Passing metadata and using callback notifications

The next sections describe how to pass metadata and use notification callbacks using the legacy API in the event you need to use this functionality. These features will be covered by additional parameters in the config object in a future release.

Passing Metadata

You can use the meta parameter in the legacy API to associate metadata to the job, and use this for tracking the job through your workflow. For instance, you can use this to associate your own asset tag or job number, and retrieve it later on when you process the JSON transcript.
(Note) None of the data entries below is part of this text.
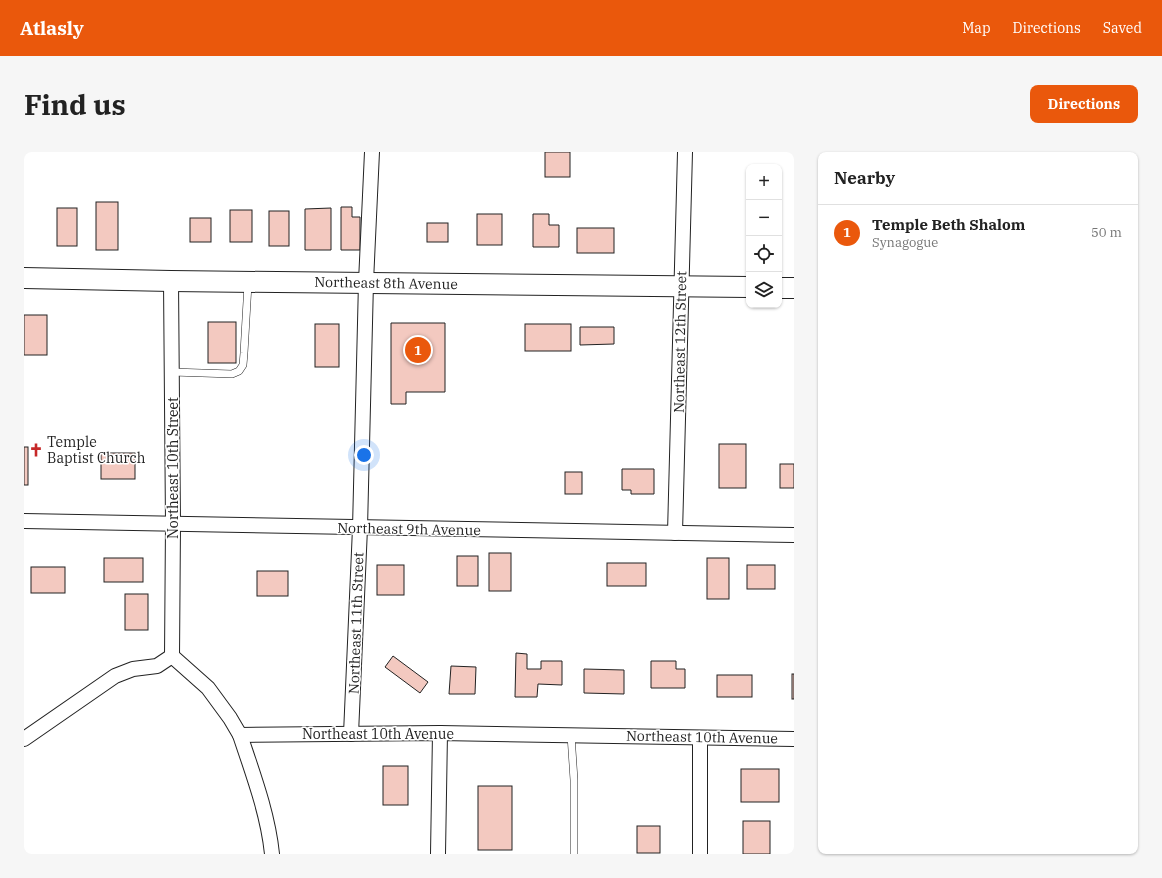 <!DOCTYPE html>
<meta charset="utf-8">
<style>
body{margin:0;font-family:"IBM Plex Serif",serif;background:#f6f6f6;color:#222}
.controls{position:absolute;right:12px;top:12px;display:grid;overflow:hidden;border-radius:8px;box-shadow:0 1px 3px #0004}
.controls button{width:36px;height:36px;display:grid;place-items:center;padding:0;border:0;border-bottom:1px solid #e0e0e0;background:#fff;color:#222;font:20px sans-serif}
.you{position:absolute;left:340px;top:303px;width:14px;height:14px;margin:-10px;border:3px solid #fff;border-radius:50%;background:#1a73e8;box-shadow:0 0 0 6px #1a73e833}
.badge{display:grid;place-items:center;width:26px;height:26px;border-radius:50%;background:#ea580c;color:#fff;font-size:13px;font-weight:700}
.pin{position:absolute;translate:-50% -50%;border:2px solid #fff;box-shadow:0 1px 4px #0006}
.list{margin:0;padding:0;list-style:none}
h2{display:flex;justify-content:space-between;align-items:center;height:52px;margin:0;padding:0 16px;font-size:17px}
h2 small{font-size:13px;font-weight:400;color:#767676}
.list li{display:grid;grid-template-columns:26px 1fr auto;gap:12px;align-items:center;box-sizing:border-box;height:56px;padding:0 16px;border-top:1px solid #e0e0e0}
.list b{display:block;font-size:15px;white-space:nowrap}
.list p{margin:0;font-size:13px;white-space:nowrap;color:#767676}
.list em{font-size:13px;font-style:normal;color:#767676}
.icon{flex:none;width:22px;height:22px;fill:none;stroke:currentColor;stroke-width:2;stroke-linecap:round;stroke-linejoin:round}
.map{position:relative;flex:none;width:770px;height:702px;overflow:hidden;border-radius:8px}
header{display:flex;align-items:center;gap:24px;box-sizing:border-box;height:56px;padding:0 20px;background:#ea580c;color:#fff}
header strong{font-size:19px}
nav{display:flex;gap:22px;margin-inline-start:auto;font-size:14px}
.intro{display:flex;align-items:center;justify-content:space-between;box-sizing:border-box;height:96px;padding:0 24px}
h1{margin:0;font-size:28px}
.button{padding:10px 18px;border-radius:8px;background:#ea580c;color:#fff;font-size:14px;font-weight:700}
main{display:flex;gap:24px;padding:0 24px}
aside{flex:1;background:#fff;border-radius:8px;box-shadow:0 1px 3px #0004}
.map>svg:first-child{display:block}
</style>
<header>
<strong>Atlasly</strong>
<nav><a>Map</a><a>Directions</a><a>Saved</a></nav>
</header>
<div class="intro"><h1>Find us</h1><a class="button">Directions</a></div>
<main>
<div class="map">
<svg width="770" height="702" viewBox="0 0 770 702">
<rect width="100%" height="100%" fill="#fff"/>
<g fill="#f3c9c0" stroke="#222">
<rect x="521" y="0" width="25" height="25"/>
<rect x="72" y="50" width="22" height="48"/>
<polygon points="317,55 328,55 328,65 336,65 336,98 317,98"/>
<rect x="33" y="56" width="20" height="38"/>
<polygon points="307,56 307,98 281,98 281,57"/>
<rect x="206" y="58" width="22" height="32"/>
<rect x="245" y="59" width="20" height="35"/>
<rect x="453" y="62" width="25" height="31"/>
<polygon points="509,62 525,62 525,73 535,73 535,95 509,95"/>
<rect x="166" y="66" width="21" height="24"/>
<rect x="403" y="71" width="21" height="19"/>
<rect x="553" y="76" width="37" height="25"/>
<rect x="0" y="163" width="23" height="40"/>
<rect x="184" y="170" width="28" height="41"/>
<polygon points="367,171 421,171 421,240 382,240 382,252 367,252"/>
<rect x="291" y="172" width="24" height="43"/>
<rect x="501" y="172" width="46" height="27"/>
<polygon points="556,175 590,175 590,192 556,193"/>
<rect x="695" y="292" width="27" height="44"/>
<rect x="0" y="295" width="4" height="38"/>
<rect x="77" y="301" width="34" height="26"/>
<rect x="756" y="312" width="14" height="24"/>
<polygon points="598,317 630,317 630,342 607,342 607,338 598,338"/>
<rect x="541" y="320" width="17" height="22"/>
<rect x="465" y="401" width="22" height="38"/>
<rect x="433" y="404" width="21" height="30"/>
<rect x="80" y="406" width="39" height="24"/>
<rect x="683" y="406" width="22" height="41"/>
<rect x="583" y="411" width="39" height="23"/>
<rect x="353" y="413" width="27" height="30"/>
<rect x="723" y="413" width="28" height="24"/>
<rect x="7" y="415" width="34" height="26"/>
<rect x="233" y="419" width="31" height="25"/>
<rect x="101" y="442" width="23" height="36"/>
<polygon points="492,501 503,502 503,517 517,517 517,509 538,509 538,533 514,532 513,545 491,545"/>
<polygon points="369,504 404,530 396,541 361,515"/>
<polygon points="627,509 652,509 652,517 661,517 661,536 627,536"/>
<polygon points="427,514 452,515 451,542 425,542"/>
<polygon points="560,517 600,518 600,542 560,541"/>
<rect x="768" y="522" width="2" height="25"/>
<rect x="693" y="523" width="35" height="22"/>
<rect x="359" y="614" width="25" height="39"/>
<rect x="717" y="617" width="38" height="33"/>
<rect x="454" y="634" width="34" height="64"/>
<rect x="719" y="669" width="27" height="33"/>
<rect x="613" y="674" width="23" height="27"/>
</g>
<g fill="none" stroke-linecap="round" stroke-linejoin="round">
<g stroke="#222" stroke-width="8">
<g id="service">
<polyline points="148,220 208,222 215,219 219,213 220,201 224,132"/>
<polyline points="547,583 550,628 550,702"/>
</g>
</g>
<g stroke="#222" stroke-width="16">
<g id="minor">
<polyline points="147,129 149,372 148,504"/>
<polyline points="0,369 770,383"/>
<polyline points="651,381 661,0"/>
<polyline points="148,504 184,536 206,566 216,583 416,581 770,587"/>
<polyline points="327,582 336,376 342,130 348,0"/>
<path d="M216 583C229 622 244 662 248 702"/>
<polyline points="0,587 91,524 109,517 133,514 148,504"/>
<polyline points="414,702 416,581"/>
<polyline points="676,702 676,586"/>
</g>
</g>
<g stroke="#222" stroke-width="22">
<g id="secondary">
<polyline points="0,126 147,129 725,135"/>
<polyline points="755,136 770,136"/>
</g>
</g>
<use href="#service" stroke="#fff" stroke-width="7"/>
<use href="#minor" stroke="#fff" stroke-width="14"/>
<use href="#secondary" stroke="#fff" stroke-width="20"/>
</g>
<defs>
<g id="church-bare" transform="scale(1.08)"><path d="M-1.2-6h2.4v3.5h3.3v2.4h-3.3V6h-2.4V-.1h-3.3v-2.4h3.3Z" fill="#c62828" stroke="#fff" stroke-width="2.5" paint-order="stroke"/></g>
</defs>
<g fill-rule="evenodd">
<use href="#church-bare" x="12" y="298"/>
</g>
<g text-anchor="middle" stroke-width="3" stroke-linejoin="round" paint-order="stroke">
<g font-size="14" fill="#222" stroke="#fff">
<text transform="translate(362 131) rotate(1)" y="5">Northeast 8th Avenue</text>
<text transform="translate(656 190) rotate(-89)" y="5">Northeast 12th Street</text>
<text transform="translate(149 316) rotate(-90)" y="5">Northeast 10th Street</text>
<text transform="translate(385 377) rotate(1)" y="5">Northeast 9th Avenue</text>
<text transform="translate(332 471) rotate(-88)" y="5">Northeast 11th Street</text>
<text x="354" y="587">Northeast 10th Avenue</text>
<text transform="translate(678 585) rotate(1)" y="5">Northeast 10th Avenue</text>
</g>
<g font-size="14" fill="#222" stroke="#fff" text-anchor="start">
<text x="23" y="295">Temple<tspan x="23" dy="16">Baptist Church</tspan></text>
</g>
</g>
</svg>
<div class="controls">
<button>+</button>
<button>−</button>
<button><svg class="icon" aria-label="locate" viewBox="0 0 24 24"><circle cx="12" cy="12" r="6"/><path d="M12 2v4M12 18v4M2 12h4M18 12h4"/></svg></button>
<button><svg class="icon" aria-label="layers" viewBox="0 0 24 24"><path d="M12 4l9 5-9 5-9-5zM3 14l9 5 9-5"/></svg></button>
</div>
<div class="you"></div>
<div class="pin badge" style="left:394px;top:198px">1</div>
</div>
<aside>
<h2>Nearby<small></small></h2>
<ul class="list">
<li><span class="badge">1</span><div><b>Temple Beth Shalom</b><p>Synagogue</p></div><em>50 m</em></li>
</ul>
</aside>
</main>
curl -X POST "http://${APPLIANCE_HOST}:8082/v1/user/1/jobs/" \
  -H 'Content-Type: multipart/form-data' \
  -H 'Accept: application/json' \
  -F data_file=@example.wav \
  -F 'meta'='asset-id=29309231123' \
  -F 'config={ "type": "transcription", "transcription_config": { "language": "en" } }'

You'll then see meta information when you query the job, or retrieve the (JSON) transcript:

 {
    "format": "2.4",
    "job": {
        "created_at": "Tue Nov 19 17:34:41 2019",
        "duration": 383,
        "id": 4,
        "lang": "en",
        "meta": "asset-id=29309231123",
        "name": "en.mp3",
        "user_id": 1
    },
    "metadata": {
        "created_at": "2019-11-19T17:36:04.525Z",
        "transcription_config": {
            "language": "en"
        },
        "type": "transcription"
    },
[...]

Callbacks Usage

If you want to trigger a callback, so that you don't have to keep polling the jobs endpoint, you can do so by using the notification and callback parameters in the legacy API. This ensures that the Batch Appliance will send a POST to an HTTP server once the job is complete; typically, you would maintain a service running on that HTTP server that listens for these POST events and then performs some action to process the transcription (for example by writing it into a database, or copying the transcription to a file for further processing). Here is an example of how to setup a callback:

curl -X POST "http://${APPLIANCE_HOST}:8082/v1/user/1/jobs/" \
  -H 'Content-Type: multipart/form-data' \
  -H 'Accept: application/json' \
  -F data_file=@example.wav \
  -F model=en \
  -F notification=callback \
  -F callback=http://www.example.com/transcript_callback \
  -F callback_format=txt

The callback appends the job ID as a query string parameter with name id. As an example, if the job ID is 546, you'd see the following POST request:

POST /transcript_callback?id=546 HTTP/1.1
Host: www.example.com

The user agent is Speechmatics-API/1.0.